The radio also said dozens of trucks mounted with pesticide spraying equipment have been sent to the region.
In a press release received Friday by PANA, the FAO described the current invasion of the desert locusts as that of a 'threat', a degree short of the catastrophic stage.
'The FAO Emergency Centre for Locust Operations, based at the FAO Headquarters in Rome, has defined the current situation as ‘threat’ level. There are four levels in total: calm, caution, threat and danger,' the press release stated.
It said the Cairo-based FAO Commission for Controlling the Desert Locust in the Central Region (known as the CRC) is in close and constant contact with the General Department for Locust Affairs and Agro-aviation within the Ministry of Agriculture in Egypt, and the Plant Protection Directorate in the Sudanese Ministry of Agriculture.
It said that since 2006, the Commission had worked constantly to strengthen surveillance, information sharing and responses to outbreaks in order to reduce the risks on agricultural production and livelihoods across the countries of the region -- Egypt, Sudan, Djibouti, Bahrain, Eritrea, Ethiopia, Iraq, Jordan, Kuwait, Lebanon, Oman, Saudi Arabia, Qatar, Syria, United Arab Emirates and Yemen.
The release said desert locust groups were detected in Egypt in November 2012 and initial control operations were performed. In small pockets of a large, remote area of land covering south-eastern Egypt and north-eastern Sudan egg-laying occurred in December and January 2013.
It pointed out that in both countries, survey and control teams have been regularly working in the field, undertaking the necessary operations.
This is part of the preventive control strategy that the CRC is implementing in the frontline member countries of the Central Region -- Egypt, Sudan, Eritrea, Ethiopia, Saudi Arabia, Oman and Yemen.

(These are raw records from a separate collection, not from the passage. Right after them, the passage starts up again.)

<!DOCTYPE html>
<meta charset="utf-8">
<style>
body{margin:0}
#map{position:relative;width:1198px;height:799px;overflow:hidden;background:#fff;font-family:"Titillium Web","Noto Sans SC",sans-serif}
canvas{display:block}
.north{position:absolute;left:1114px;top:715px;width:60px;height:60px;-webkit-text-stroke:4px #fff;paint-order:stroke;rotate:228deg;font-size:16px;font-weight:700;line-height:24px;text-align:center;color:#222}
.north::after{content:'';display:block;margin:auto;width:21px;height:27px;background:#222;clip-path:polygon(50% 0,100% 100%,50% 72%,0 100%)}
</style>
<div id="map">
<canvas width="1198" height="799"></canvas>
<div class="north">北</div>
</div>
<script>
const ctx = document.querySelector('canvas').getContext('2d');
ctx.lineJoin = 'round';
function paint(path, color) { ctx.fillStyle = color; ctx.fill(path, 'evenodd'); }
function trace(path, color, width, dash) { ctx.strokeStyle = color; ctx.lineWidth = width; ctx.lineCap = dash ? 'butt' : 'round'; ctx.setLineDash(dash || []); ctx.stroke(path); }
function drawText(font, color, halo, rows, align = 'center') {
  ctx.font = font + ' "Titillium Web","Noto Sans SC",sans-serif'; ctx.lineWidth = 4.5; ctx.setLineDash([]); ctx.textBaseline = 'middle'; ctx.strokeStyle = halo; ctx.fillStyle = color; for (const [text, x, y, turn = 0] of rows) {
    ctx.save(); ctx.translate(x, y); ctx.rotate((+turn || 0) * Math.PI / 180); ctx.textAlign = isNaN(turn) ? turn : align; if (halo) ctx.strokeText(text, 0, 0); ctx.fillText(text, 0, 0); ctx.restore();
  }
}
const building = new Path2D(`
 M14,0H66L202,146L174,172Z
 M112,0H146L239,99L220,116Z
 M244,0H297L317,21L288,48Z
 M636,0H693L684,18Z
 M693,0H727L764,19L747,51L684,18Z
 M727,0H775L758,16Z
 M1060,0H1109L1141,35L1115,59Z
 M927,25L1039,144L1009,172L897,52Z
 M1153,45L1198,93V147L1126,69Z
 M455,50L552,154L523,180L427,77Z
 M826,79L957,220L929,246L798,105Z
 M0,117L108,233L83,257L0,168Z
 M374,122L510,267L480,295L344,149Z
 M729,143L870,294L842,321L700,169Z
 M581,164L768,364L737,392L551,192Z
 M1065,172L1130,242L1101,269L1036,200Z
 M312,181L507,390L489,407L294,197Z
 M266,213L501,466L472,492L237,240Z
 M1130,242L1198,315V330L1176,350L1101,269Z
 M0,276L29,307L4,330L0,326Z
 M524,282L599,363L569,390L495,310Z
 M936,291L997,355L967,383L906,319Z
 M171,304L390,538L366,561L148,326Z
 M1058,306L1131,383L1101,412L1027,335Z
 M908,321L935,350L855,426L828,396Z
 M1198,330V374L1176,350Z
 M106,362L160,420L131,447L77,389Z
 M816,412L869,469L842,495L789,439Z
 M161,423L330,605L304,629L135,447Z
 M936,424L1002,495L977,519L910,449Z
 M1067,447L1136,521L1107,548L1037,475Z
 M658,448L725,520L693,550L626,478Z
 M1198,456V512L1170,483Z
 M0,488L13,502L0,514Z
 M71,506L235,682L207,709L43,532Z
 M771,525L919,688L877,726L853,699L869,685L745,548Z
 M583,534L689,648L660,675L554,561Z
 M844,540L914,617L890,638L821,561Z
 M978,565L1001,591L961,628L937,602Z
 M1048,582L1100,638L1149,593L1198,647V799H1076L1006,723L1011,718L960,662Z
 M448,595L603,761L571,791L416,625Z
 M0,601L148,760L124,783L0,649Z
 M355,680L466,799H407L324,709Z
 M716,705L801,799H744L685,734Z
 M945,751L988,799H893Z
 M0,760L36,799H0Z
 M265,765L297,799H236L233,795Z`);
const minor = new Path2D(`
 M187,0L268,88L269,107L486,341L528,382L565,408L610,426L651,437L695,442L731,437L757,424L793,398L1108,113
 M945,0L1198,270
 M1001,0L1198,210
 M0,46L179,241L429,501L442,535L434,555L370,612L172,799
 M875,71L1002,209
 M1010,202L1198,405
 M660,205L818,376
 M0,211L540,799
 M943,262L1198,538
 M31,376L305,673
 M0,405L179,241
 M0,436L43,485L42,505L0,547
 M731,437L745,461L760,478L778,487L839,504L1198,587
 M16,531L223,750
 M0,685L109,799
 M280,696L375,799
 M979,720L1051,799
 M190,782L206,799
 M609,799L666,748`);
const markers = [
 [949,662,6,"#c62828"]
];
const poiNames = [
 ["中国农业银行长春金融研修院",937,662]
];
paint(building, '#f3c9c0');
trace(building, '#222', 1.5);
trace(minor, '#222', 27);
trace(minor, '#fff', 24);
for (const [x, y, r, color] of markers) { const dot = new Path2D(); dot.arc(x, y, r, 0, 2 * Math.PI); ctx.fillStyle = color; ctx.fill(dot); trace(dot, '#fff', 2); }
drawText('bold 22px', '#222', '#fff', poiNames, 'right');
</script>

As the current situation is creating concerns about the possibilities that these swarms can ravage agricultural lands in Egypt and Sudan, Mr. Mamoon Al-Alawi, FAO Secretary of the Commission for Controlling the Desert Locust in the Central Region, has pointed out that 'as of now, the primary method to control desert locust infestations are insecticides applied in small concentrated doses either by vehicle-mounted or aerial sprayers at ultra-low volume (ULV).'
He was quoted as stressing that bio-pesticides (Green Muscle fungus) are also in use and applied in the same way as chemical insecticides, though they do not kill as quickly.

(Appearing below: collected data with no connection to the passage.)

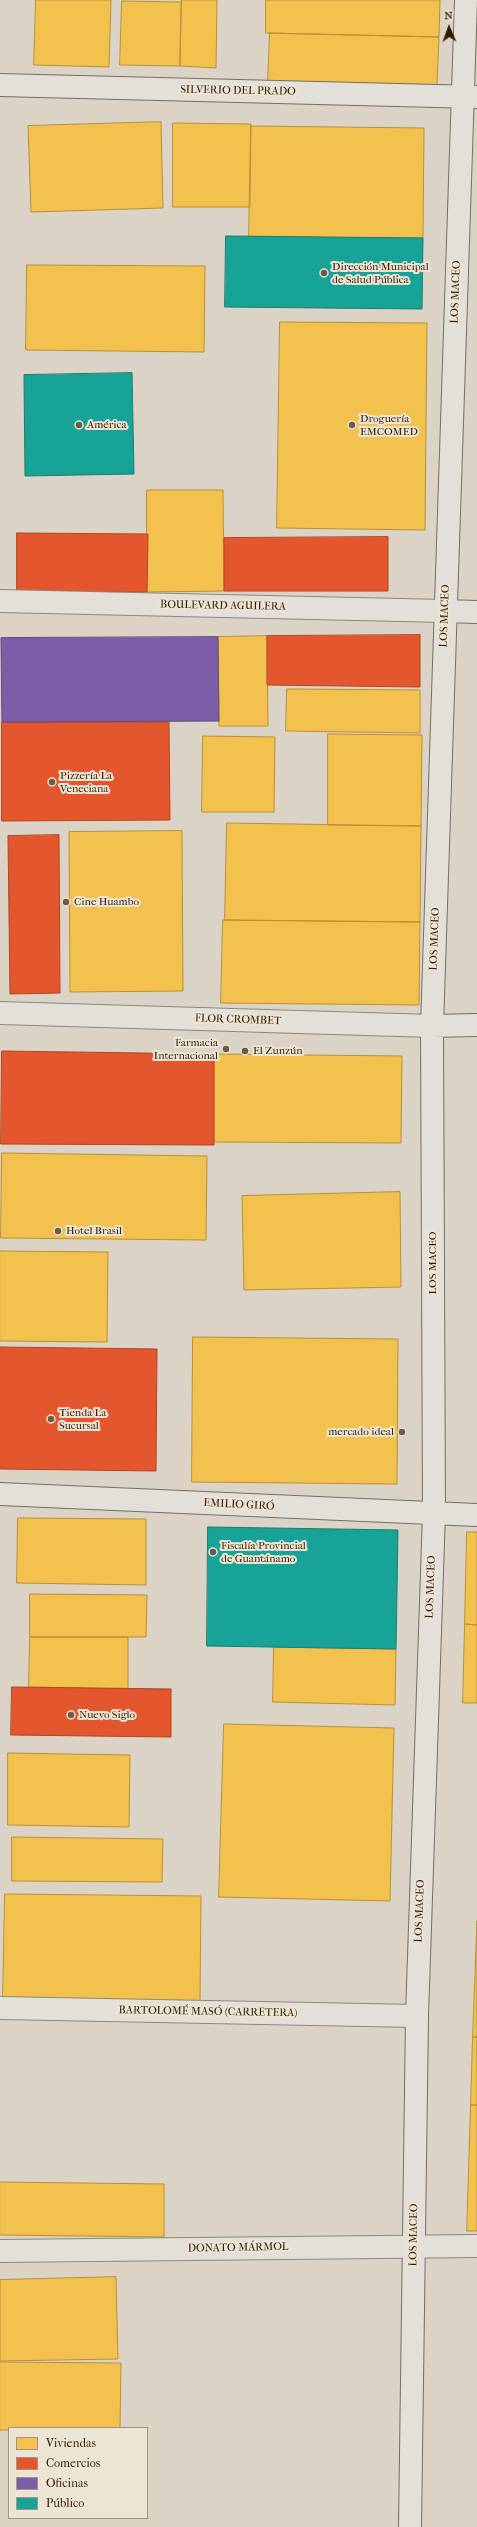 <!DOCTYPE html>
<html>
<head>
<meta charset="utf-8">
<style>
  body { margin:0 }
  #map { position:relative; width:477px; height:2527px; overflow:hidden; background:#dad3c6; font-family:"IM FELL French Canon",serif }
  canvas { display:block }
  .legend { position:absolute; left:8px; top:2427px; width:140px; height:92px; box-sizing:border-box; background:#ece4d5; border:1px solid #a29581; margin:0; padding:5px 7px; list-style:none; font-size:12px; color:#331e03 }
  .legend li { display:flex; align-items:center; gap:8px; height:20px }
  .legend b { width:20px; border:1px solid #a29581 }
  .north { position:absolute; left:429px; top:8px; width:40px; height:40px; -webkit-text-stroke:3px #ece4d5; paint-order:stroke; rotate:358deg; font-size:11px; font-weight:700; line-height:16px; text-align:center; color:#331e03 }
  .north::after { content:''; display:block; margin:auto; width:14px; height:18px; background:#331e03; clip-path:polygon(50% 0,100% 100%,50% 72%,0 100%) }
</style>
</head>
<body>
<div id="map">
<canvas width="477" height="2527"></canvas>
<ul class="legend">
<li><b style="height:11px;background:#f2c14e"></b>Viviendas</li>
<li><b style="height:11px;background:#e4572e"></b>Comercios</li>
<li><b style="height:11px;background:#7b5ea7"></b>Oficinas</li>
<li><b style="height:11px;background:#17a398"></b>Público</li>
</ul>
<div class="north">N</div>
</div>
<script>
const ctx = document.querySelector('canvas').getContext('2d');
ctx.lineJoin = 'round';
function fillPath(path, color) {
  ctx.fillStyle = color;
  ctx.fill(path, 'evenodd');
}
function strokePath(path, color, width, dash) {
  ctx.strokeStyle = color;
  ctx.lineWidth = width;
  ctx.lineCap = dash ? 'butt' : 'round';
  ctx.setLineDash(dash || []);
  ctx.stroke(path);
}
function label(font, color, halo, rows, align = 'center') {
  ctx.font = font + ' "IM FELL French Canon",serif';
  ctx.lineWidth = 4;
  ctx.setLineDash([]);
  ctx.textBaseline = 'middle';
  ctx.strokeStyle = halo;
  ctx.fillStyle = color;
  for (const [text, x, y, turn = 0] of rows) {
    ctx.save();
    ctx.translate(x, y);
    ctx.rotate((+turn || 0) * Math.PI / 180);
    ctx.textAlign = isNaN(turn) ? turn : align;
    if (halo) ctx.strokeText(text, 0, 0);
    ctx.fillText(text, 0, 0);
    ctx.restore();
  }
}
const homes = new Path2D(`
  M36,0H111L109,67L34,65Z
  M182,0H217L216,68L180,66Z
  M266,0H440L439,37L266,33Z
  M122,1L181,2L180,66L120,65Z
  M270,33L439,37L437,85L268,81Z
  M161,122L163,208L31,212L28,126Z
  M173,123L251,124L250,207H173Z
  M251,126L424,128L423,238L249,237Z
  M27,265L205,266L204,352L26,350Z
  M280,322L427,323L425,530L277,528Z
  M147,490H223L224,591L147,592Z
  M267,636L268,726H219L218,637Z
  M287,689L420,690V733L286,731Z
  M328,734L422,735L421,826L328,825Z
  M203,736L275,737L274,812H202Z
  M227,823L421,826L420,922L225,920Z
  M182,831L183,991L70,992L69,832Z
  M223,920L420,922L419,1005L221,1003Z
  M214,1054L402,1056L401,1143L214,1142Z
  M2,1153L207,1156L206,1240L1,1238Z
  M400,1192L401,1287L244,1290L242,1196Z
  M0,1251L108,1252L107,1342L0,1341Z
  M193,1337L398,1339L397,1484L192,1482Z
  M18,1518L146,1519V1585L17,1583Z
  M467,1532H477V1625L465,1624Z
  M30,1594L147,1595L146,1637H30Z
  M465,1624L477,1625V1703H463Z
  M30,1637H128V1689L29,1687Z
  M274,1647L396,1649L395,1705L273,1702Z
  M224,1724L394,1728L390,1901L219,1897Z
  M8,1753L130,1755L129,1827L8,1825Z
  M12,1837L163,1839L162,1882L12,1881Z
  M5,1894L201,1896L200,2001L3,1999Z
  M477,1921V2037H473Z
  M473,2037H477V2105H471Z
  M471,2105H477V2231H467Z
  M0,2182L164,2184V2237L0,2235Z
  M116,2277L118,2359L0,2361V2280Z
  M0,2362L121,2363L120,2428H9V2430H0Z`);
const shops = new Path2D(`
  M17,533L148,534L147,592L17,591Z
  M388,537V591H224V538Z
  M420,635V687L267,685V636Z
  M2,722H169L170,820L2,821Z
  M59,835L60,993L10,994L8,836Z
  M2,1051L214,1054V1145L1,1144Z
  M0,1347L157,1349L156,1471L0,1469Z
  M12,1687L171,1689V1737L11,1735Z`);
const offices = new Path2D(`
  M218,637L219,721L2,722L1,638Z`);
const public = new Path2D(`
  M226,236L423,238L422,309L225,307Z
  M132,373L134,474L25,476L24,375Z
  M208,1527L398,1530L396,1649L207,1646Z`);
const street = new Path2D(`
  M0,601L445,611
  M0,1013L432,1026
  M0,2008L417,2016
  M0,2251L477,2246`);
const secondary = new Path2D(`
  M0,85L476,97
  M445,611L477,612
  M432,1026L477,1025
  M0,1494L477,1515
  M410,2527L417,2016L434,1513L432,1026L466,0`);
const markers = [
  [324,273,4,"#6d5d47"],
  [79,425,4,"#6d5d47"],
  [352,425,4,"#6d5d47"],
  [52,782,4,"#6d5d47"],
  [66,902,4,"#6d5d47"],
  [226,1049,4,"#6d5d47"],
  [245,1051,4,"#6d5d47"],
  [58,1231,4,"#6d5d47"],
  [51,1419,4,"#6d5d47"],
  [402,1432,4,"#6d5d47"],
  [213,1552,4,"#6d5d47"],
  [71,1715,4,"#6d5d47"]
];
const streetNames = [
  ["SILVERIO DEL PRADO",238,91,1],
  ["LOS MACEO",456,292,-88],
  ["BOULEVARD AGUILERA",223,606,1],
  ["LOS MACEO",445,616,-88],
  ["LOS MACEO",435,939,-88],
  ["FLOR CROMBET",238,1020,2],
  ["LOS MACEO",433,1263,-90],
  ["EMILIO GIRÓ",239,1505,3],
  ["LOS MACEO",431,1587,-88],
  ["LOS MACEO",420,1911,-88],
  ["BARTOLOMÉ MASÓ (CARRETERA)",208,2012,1],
  ["LOS MACEO",414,2235,-89],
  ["DONATO MÁRMOL",238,2248,-1]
];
const poiNames = [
  ["Dirección Municipal",332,267],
  ["de Salud Pública",332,280],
  ["Droguería",360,419],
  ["EMCOMED",360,432],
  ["América",87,425],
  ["Pizzería La",60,776],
  ["Veneciana",60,789],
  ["Cine Huambo",74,902],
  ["Farmacia",218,1043,"right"],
  ["Internacional",218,1056,"right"],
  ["El Zunzún",253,1051],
  ["Hotel Brasil",66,1231],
  ["Tienda La",59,1413],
  ["Sucursal",59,1426],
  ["mercado ideal",394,1432,"right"],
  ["Fiscalía Provincial",221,1546],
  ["de Guantánamo",221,1559],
  ["Nuevo Siglo",79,1715]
];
fillPath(homes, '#f2c14e');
strokePath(homes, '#b99038', 1);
fillPath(shops, '#e4572e');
strokePath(shops, '#af4621', 1);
fillPath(offices, '#7b5ea7');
strokePath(offices, '#654b76', 1);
fillPath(public, '#17a398');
strokePath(public, '#1f7b6b', 1);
strokePath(street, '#8e887d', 24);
strokePath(secondary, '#756e64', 24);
strokePath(street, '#e3e0d9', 22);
strokePath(secondary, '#e3e0d9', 22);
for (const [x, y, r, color] of markers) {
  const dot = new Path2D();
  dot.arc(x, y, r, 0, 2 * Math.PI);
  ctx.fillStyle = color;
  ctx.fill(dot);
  strokePath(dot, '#ece4d5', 1.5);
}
label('11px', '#331e03', '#ece4d5', streetNames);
label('11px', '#331e03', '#ece4d5', poiNames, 'left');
</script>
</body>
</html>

'At recommended doses, the fungus can take 5-7 days to kill the locusts. For that reason, they are recommended mainly against hoppers, the wingless early stages of locusts.
'Hoppers are mostly found in the desert, far from cropping areas, where the delay in death does not result in damage. The advantage of bio-pesticides is that they affect only locusts and are much safer than chemical insecticides.'
The FAO official stressed that as winter breeding period is about to end, the current number of swarms is relatively limited, adding 'if no more rains fall then additional breeding will not occur and locust numbers will gradually decline due to control operations.
'If rains do fall, then government efforts are required to control the infestations and protect winter crops. FAO is continuing to closely monitor the situation,' the FAO release quoted Al-Alawi as saying.